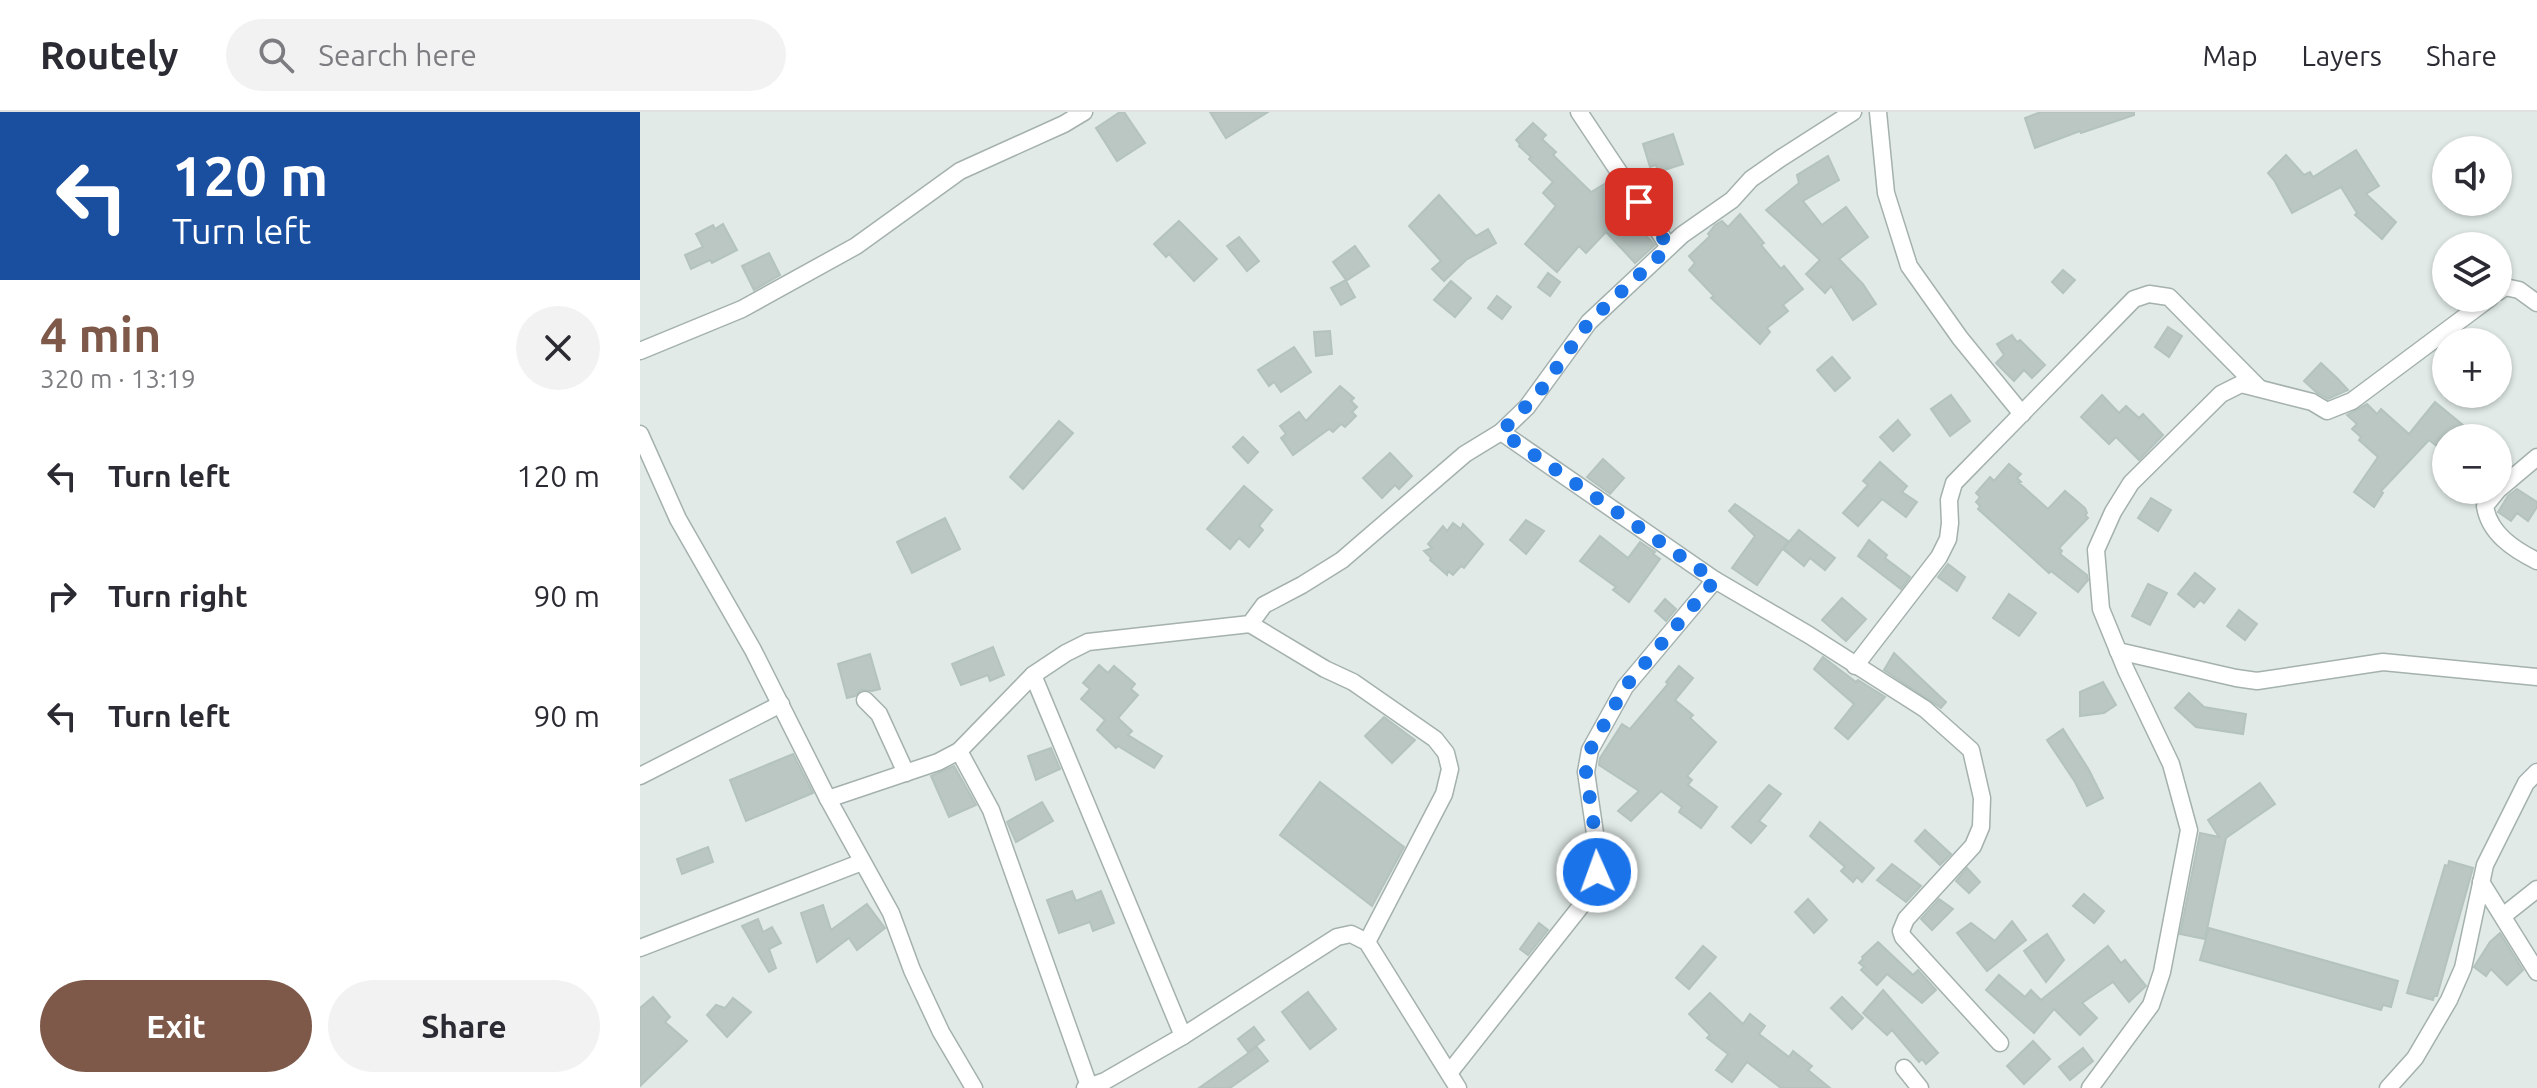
<!DOCTYPE html>
<meta charset="utf-8">
<style>
:root{--surface:#fff;--page:#f2f2f3;--text:#2b2b33;--muted:#7c7c81;--line:#e1e1e2;--accent:#7e594a}
body{margin:0;font-family:Ubuntu,sans-serif;background:var(--page);color:var(--text);height:100vh;display:flex;flex-direction:column;font-size:30px;white-space:nowrap}
*{box-sizing:border-box;margin:0}
p{font-size:26px;color:var(--muted)}
.icon{flex:none;width:44px;height:44px;fill:none;stroke:currentColor;stroke-width:2;stroke-linecap:round;stroke-linejoin:round}
.map{position:relative;flex:1;overflow:hidden}
.side{display:flex;flex-direction:column;background:var(--surface);width:640px}
.side>*{flex:none}
.top-card{background:#1a4fa0;color:#fff;overflow:hidden}
.fabs{position:absolute;left:1792px;top:24px;display:grid;gap:16px}
.fabs a{display:grid;place-items:center;width:80px;height:80px;border-radius:50%;background:var(--surface);box-shadow:0 2px 6px #0004;font-size:40px}
.pin{position:absolute;display:grid;place-items:center;width:68px;height:68px;color:#fff;margin:-34px;border-radius:16px;box-shadow:0 4px 12px #0006}
.me{position:absolute;width:88px;margin:-44px;rotate:358deg;stroke-linejoin:round;filter:drop-shadow(0 0 6px #0008)}
.turn{display:flex;align-items:center;gap:28px;height:168px;padding:0 40px;font-size:36px}
.turn .icon{width:104px;height:104px;stroke-width:2.5}
.turn b{display:block;font-size:56px;line-height:68px}
.round{display:grid;place-items:center;flex:none;width:84px;height:84px;border-radius:42px;background:var(--page)}
.overview{display:flex;align-items:center;justify-content:space-between;height:136px;padding:0 40px}
h1{font-size:48px;font-weight:700;line-height:60px;color:var(--accent)}
.primary-button{display:flex;gap:16px;margin-top:auto;padding:16px 40px}
.primary-button a{flex:1;height:92px;border-radius:48px;background:var(--accent);color:#fff;font-size:32px;font-weight:700;line-height:92px;text-align:center}
.primary-button a+a{background:var(--page);color:var(--text)}
ul{padding:0;list-style:none}
li{display:flex;align-items:center;gap:24px;height:120px;padding:0 40px}
li div{flex:1}
li b{display:block;font-size:30px}
li em{font-style:normal}
header{display:flex;align-items:center;gap:48px;box-sizing:border-box;height:112px;padding:0 40px;background:var(--surface);border-bottom:2px solid var(--line)}
header strong{font-size:38px}
nav{display:flex;gap:44px;margin-inline-start:auto;font-size:28px}
.search{width:560px;height:72px;background:var(--page);display:flex;align-items:center;gap:20px;box-sizing:border-box;padding:0 28px;border-radius:44px;color:var(--muted);font-size:30px}
main{display:flex;flex:1;min-height:0}
.map>svg:first-child{display:block}
.building{fill:#bac7c3;stroke:#b4c3be;stroke-width:2}
.lines{fill:none;stroke-linecap:round;stroke-linejoin:round}
.street-casing{stroke:#a4b1ae;stroke-width:19}
.street{stroke:#fff;stroke-width:16}
.route{stroke:#1a73e8;stroke-width:14;stroke-dasharray:0 25.2}
</style>
<header>
<strong>Routely</strong>
<div class="search"><svg class="icon" aria-label="search" viewBox="0 0 24 24"><circle cx="10" cy="10" r="6"/><path d="M15 15l6 6"/></svg>Search here</div>
<nav><a>Map</a><a>Layers</a><a>Share</a></nav>
</header>
<main>
<section class="side">
<div class="top-card">
<div class="turn"><svg class="icon" aria-label="left" viewBox="0 0 24 24"><path d="M17 20v-9H6M10 6l-5 5 5 5"/></svg><div><b>120 m</b>Turn left</div></div>
</div>
<div class="overview"><div><h1>4 min</h1><p>320 m · 13:19</p></div><a class="round"><svg class="icon" aria-label="close" viewBox="0 0 24 24"><path d="M6 6l12 12M18 6L6 18"/></svg></a></div>
<ul>
<li><svg class="icon" aria-label="left" viewBox="0 0 24 24"><path d="M17 20v-9H6M10 6l-5 5 5 5"/></svg><div><b>Turn left</b></div><em>120 m</em></li>
<li><svg class="icon" aria-label="right" viewBox="0 0 24 24"><path d="M7 20v-9h11M14 6l5 5-5 5"/></svg><div><b>Turn right</b></div><em>90 m</em></li>
<li><svg class="icon" aria-label="left" viewBox="0 0 24 24"><path d="M17 20v-9H6M10 6l-5 5 5 5"/></svg><div><b>Turn left</b></div><em>90 m</em></li>
</ul>
<div class="primary-button"><a>Exit</a><a>Share</a></div>
</section>
<div class="map">
<svg width="1897" height="976" viewBox="0 0 1897 976">
<rect width="100%" height="100%" fill="#e1eae7"/>
<!-- building -->
<g class="building">
<polygon points="480,0 484,0 505,31 477,49 456,16"/>
<polygon points="570,0 628,0 586,26"/>
<polygon points="1401,0 1494,0 1494,3 1441,21 1440,19 1395,36 1385,6"/>
<polygon points="893,11 906,23 902,27 916,40 913,43 951,80 971,68 993,101 988,105 1015,133 995,151 966,120 946,141 939,134 917,160 885,132 916,94 903,81 913,70 889,47 891,45 879,34 880,32 876,28"/>
<polygon points="1033,22 1043,52 1018,60 1016,53 1010,55 1003,32"/>
<polygon points="1716,38 1739,74 1726,82 1756,110 1742,127 1715,103 1717,101 1701,75 1652,101 1634,68 1628,61 1646,43 1664,63 1670,60 1673,65"/>
<polygon points="1188,44 1199,68 1163,89 1182,113 1206,95 1228,125 1199,147 1223,172 1236,192 1213,208 1191,174 1185,181 1166,162 1180,148 1126,98 1159,71 1157,63"/>
<polygon points="799,83 836,124 848,117 856,131 826,148 804,169 792,157 801,149 769,114"/>
<polygon points="1100,102 1124,131 1121,133 1141,157 1144,154 1163,177 1143,193 1148,199 1127,216 1130,220 1120,232 1071,186 1074,184 1049,158 1055,151 1049,144 1070,124 1068,122 1075,113 1082,109 1088,115"/>
<polygon points="539,109 577,147 554,169 529,142 526,145 514,132"/>
<polygon points="83,112 97,138 72,151 70,148 51,157 45,143 63,135 56,122 73,113 75,117"/>
<polygon points="599,125 619,149 607,159 587,134"/>
<polygon points="715,134 729,154 706,169 715,185 701,193 691,176 706,168 693,150"/>
<polygon points="129,141 140,163 114,178 102,154"/>
<polygon points="1423,158 1435,168 1423,181 1412,170"/>
<polygon points="908,161 920,170 910,184 898,175"/>
<polygon points="811,169 831,186 815,205 794,188"/>
<polygon points="857,184 871,195 862,207 848,196"/>
<polygon points="1528,215 1542,224 1529,245 1515,235"/>
<polygon points="690,219 692,242 676,244 674,220"/>
<polygon points="1372,223 1377,230 1380,228 1405,253 1392,266 1384,258 1374,269 1356,251 1364,243 1357,232"/>
<polygon points="654,235 671,260 641,280 634,270 629,274 618,258"/>
<polygon points="1192,245 1210,266 1195,279 1177,258"/>
<polygon points="1681,251 1698,267 1708,278 1688,287 1676,280 1664,269"/>
<polygon points="700,274 714,286 711,289 717,295 712,300 716,304 705,315 701,312 693,320 689,317 653,343 641,326 646,322 640,314 659,300 666,309"/>
<polygon points="1311,283 1330,309 1310,324 1291,297"/>
<polygon points="1462,283 1479,301 1486,294 1499,306 1503,302 1523,323 1499,348 1476,325 1469,332 1441,305"/>
<polygon points="1795,290 1824,314 1814,326 1806,326 1798,335 1789,328 1741,379 1743,381 1734,395 1714,380 1738,345 1719,328 1721,325 1712,317 1717,312 1707,303 1727,292 1737,302 1741,297 1769,322"/>
<polygon points="1258,308 1270,323 1253,339 1240,325"/>
<polygon points="419,309 433,321 383,377 370,365"/>
<polygon points="603,325 618,340 608,351 593,335"/>
<polygon points="750,341 772,364 759,377 755,373 742,386 723,366"/>
<polygon points="963,347 984,366 970,382 947,365"/>
<polygon points="1240,350 1267,374 1262,380 1277,390 1266,405 1242,387 1218,414 1203,401 1228,373 1223,369"/>
<polygon points="1369,352 1381,362 1377,366 1381,370 1379,371 1408,397 1425,379 1445,396 1447,401 1445,403 1448,406 1419,436 1422,439 1420,442 1447,463 1448,468 1438,480 1411,459 1409,461 1338,397 1340,394 1336,390 1340,385 1336,381 1350,365 1354,369"/>
<polygon points="604,374 632,398 619,414 623,418 609,435 599,426 590,437 567,417"/>
<polygon points="1877,377 1897,390 1897,395 1888,409 1877,401 1871,409 1858,400 1868,384"/>
<polygon points="1511,386 1531,398 1518,419 1498,406"/>
<polygon points="1095,392 1148,429 1117,473 1092,456 1115,424 1089,399"/>
<polygon points="305,406 320,437 272,461 257,430"/>
<polygon points="886,408 904,419 886,442 870,428"/>
<polygon points="813,411 821,417 823,412 843,432 824,456 821,454 813,463 808,459 807,463 790,448 791,446 784,439 792,436 788,432 803,414 807,419"/>
<polygon points="1159,418 1195,446 1185,458 1170,446 1164,454 1143,437"/>
<polygon points="960,424 988,446 1000,430 1015,440 1013,442 1020,447 989,490 973,478 976,475 940,449"/>
<polygon points="1229,428 1247,443 1245,446 1270,465 1261,477 1218,444"/>
<polygon points="1308,452 1325,465 1317,479 1298,465"/>
<polygon points="1555,461 1575,477 1564,491 1560,488 1554,495 1538,482"/>
<polygon points="1508,472 1527,481 1510,513 1492,504"/>
<polygon points="1369,482 1396,501 1379,524 1353,506"/>
<polygon points="1202,486 1226,507 1206,529 1182,508"/>
<polygon points="1025,487 1036,497 1026,509 1015,499"/>
<polygon points="1599,498 1617,512 1605,528 1587,514"/>
<polygon points="353,535 364,563 350,569 348,563 321,573 312,552"/>
<polygon points="1254,541 1306,590 1301,596 1244,558"/>
<polygon points="230,542 240,577 232,579 221,578 215,584 207,586 198,552"/>
<polygon points="1183,545 1216,570 1218,568 1245,585 1208,627 1195,616 1214,592 1174,557"/>
<polygon points="459,553 468,561 474,554 495,572 491,577 498,583 478,606 492,619 488,623 522,644 514,656 478,634 476,636 457,618 465,608 441,587 450,577 443,571"/>
<polygon points="1039,554 1053,566 1035,588 1053,603 1050,606 1076,630 1047,664 1052,668 1048,673 1077,695 1061,716 1039,700 1042,695 1021,679 991,709 978,699 999,679 959,653 960,646 982,612 990,617 1028,572 1026,570"/>
<polygon points="1463,570 1476,593 1464,601 1440,604 1440,580"/>
<polygon points="1549,581 1564,595 1606,602 1603,622 1556,615 1535,596"/>
<polygon points="744,605 775,628 752,651 725,624"/>
<polygon points="1423,617 1449,658 1463,686 1447,694 1435,670 1407,628"/>
<polygon points="411,636 420,657 396,668 388,644"/>
<polygon points="153,642 173,681 106,709 90,668"/>
<polygon points="314,654 336,693 309,705 291,664"/>
<polygon points="680,670 764,735 732,794 640,723"/>
<polygon points="1620,671 1635,692 1586,726 1565,827 1540,822 1560,721 1579,725 1568,708"/>
<polygon points="1129,673 1141,682 1119,709 1126,714 1111,731 1092,715"/>
<polygon points="402,690 413,709 376,730 367,710"/>
<polygon points="1180,710 1234,756 1222,770 1217,765 1213,770 1201,759 1205,755 1170,724"/>
<polygon points="1285,718 1311,742 1300,753 1275,729"/>
<polygon points="68,735 73,750 42,762 37,747"/>
<polygon points="1809,749 1833,756 1797,884 1794,884 1793,888 1767,881 1805,753 1808,754"/>
<polygon points="1252,752 1281,774 1266,790 1237,768"/>
<polygon points="1327,756 1340,770 1329,781 1316,769"/>
<polygon points="432,779 436,789 461,779 474,811 453,819 450,810 419,821 407,788"/>
<polygon points="1444,782 1464,799 1454,811 1433,794"/>
<polygon points="1168,787 1187,808 1174,821 1155,800"/>
<polygon points="1299,787 1313,797 1292,818 1281,807"/>
<polygon points="227,792 245,816 217,838 209,826 177,850 161,801 183,793 191,818"/>
<polygon points="118,807 123,820 132,815 141,831 129,837 136,856 129,860 102,814"/>
<polygon points="1372,809 1386,828 1347,859 1317,821 1331,811 1355,829"/>
<polygon points="899,811 908,818 888,843 880,837"/>
<polygon points="1569,816 1758,869 1751,895 1743,893 1741,898 1560,848"/>
<polygon points="1860,821 1883,858 1867,873 1851,857 1846,864 1834,855 1850,830"/>
<polygon points="1407,822 1424,848 1406,870 1384,839"/>
<polygon points="1238,830 1273,863 1278,858 1296,878 1282,891 1247,862 1237,873 1221,858 1224,855 1219,851 1223,847 1222,845"/>
<polygon points="1063,834 1076,845 1049,877 1036,866"/>
<polygon points="1468,834 1481,851 1485,848 1506,874 1489,890 1473,870 1442,891 1457,906 1440,923 1414,897 1394,921 1346,878 1359,863 1385,885 1391,878 1401,888"/>
<polygon points="1243,878 1298,941 1286,952 1282,947 1279,950 1252,918 1247,923 1223,901"/>
<polygon points="668,880 696,917 670,937 642,900"/>
<polygon points="1070,881 1103,912 1110,902 1125,914 1119,922 1149,945 1153,939 1172,954 1168,958 1190,976 1141,976 1107,950 1092,970 1076,958 1088,942 1067,926 1070,923 1049,902"/>
<polygon points="13,885 30,905 25,910 47,929 0,974 0,896"/>
<polygon points="1202,885 1223,906 1212,917 1191,896"/>
<polygon points="93,886 111,900 87,925 67,903 76,893 85,896"/>
<polygon points="614,915 624,928 608,940 598,927"/>
<polygon points="1393,929 1410,947 1384,972 1367,954"/>
<polygon points="617,935 628,949 590,976 559,976"/>
<polygon points="1443,936 1453,949 1430,968 1419,955"/>
</g>
<g class="lines">
<!-- street casing -->
<g class="street-casing">
<g id="street">
<polyline points="939,0 1029,135"/>
<polyline points="1238,0 1246,81 1269,154 1320,226 1382,302"/>
<polyline points="1858,180 1865,175 1879,178 1897,191"/>
<polyline points="0,239 102,197 216,134 320,59 424,12 444,0"/>
<polyline points="861,320 1075,468 1169,523 1285,597 1331,638 1342,686 1341,715 1333,734 1266,807 1261,819 1263,825 1360,931"/>
<polyline points="0,322 38,407 113,538 188,687 251,801 272,858 301,920 334,976"/>
<path d="M1897 345 1858 378 1845 394C1849 421 1873 437 1897 449"/>
<polyline points="610,512 685,557 713,570 795,627 806,641 810,657 804,682 727,830"/>
<polyline points="1478,539 1596,566 1617,569 1743,550 1897,565"/>
<polyline points="1215,554 1299,445 1308,427 1310,411 1309,388 1314,371 1494,187 1509,182 1529,185 1619,276"/>
<polyline points="393,563 543,924"/>
<polyline points="225,588 239,602 266,661"/>
<polyline points="319,639 351,698 449,974"/>
<polyline points="0,664 141,592"/>
<polyline points="188,687 298,650 319,639 393,563 426,541 448,530 610,512 624,493 662,473 702,448 825,342 861,320 887,295 949,210 1042,123 1092,88 1111,67 1141,46 1213,0"/>
<polyline points="1841,770 1897,860"/>
<polyline points="1863,804 1897,777"/>
<polyline points="0,836 222,750"/>
<polyline points="1264,956 1280,976"/>
<polyline points="809,961 941,794 957,760 958,742 946,660 950,638 985,575 1075,468"/>
<polyline points="445,976 465,969 543,924 697,825 711,822 727,830 818,976"/>
<polyline points="1450,976 1511,893 1522,860 1549,718 1531,652 1486,558 1461,497 1456,438 1473,400 1491,371 1581,282 1601,272 1672,290 1687,299 1712,289 1850,186"/>
<polyline points="1748,976 1775,946 1809,888 1823,856 1845,753 1886,671 1897,660"/>
</g>
</g>
<!-- street -->
<use href="#street" class="street"/>
</g>
<g class="lines">
<!-- route -->
<polyline class="route" points="957,760 958,742 946,660 950,638 985,575 1075,468 861,320 898,282 949,210 1029,135 999,90"/>
</g>
</svg>
<div class="fabs">
<a><svg class="icon" aria-label="sound" viewBox="0 0 24 24"><path d="M4 9h4l5-4v14l-5-4H4zM17 9q2 3 0 6"/></svg></a>
<a><svg class="icon" aria-label="layers" viewBox="0 0 24 24"><path d="M12 4l9 5-9 5-9-5zM3 14l9 5 9-5"/></svg></a>
<a>+</a>
<a>−</a>
</div>
<div class="pin" style="left:999px;top:90px;background:#d93025"><svg class="icon" aria-label="arrive" viewBox="0 0 24 24"><path d="M6 21V4h12l-3 4 3 4H6"/></svg></div>
<svg class="me" style="left:957px;top:760px" viewBox="-20 -20 40 40"><circle r="17" fill="#1a73e8" stroke="#fff" stroke-width="3"/><path d="M0-11L8 9 0 5-8 9z" fill="#fff"/></svg>
</div>
</main>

Problem to work on –
From the listing above, copy all lines holding the word "accent".

Output for this exercise –
:root{--surface:#fff;--page:#f2f2f3;--text:#2b2b33;--muted:#7c7c81;--line:#e1e1e2;--accent:#7e594a}
h1{font-size:48px;font-weight:700;line-height:60px;color:var(--accent)}
.primary-button a{flex:1;height:92px;border-radius:48px;background:var(--accent);color:#fff;font-size:32px;font-weight:700;line-height:92px;text-align:center}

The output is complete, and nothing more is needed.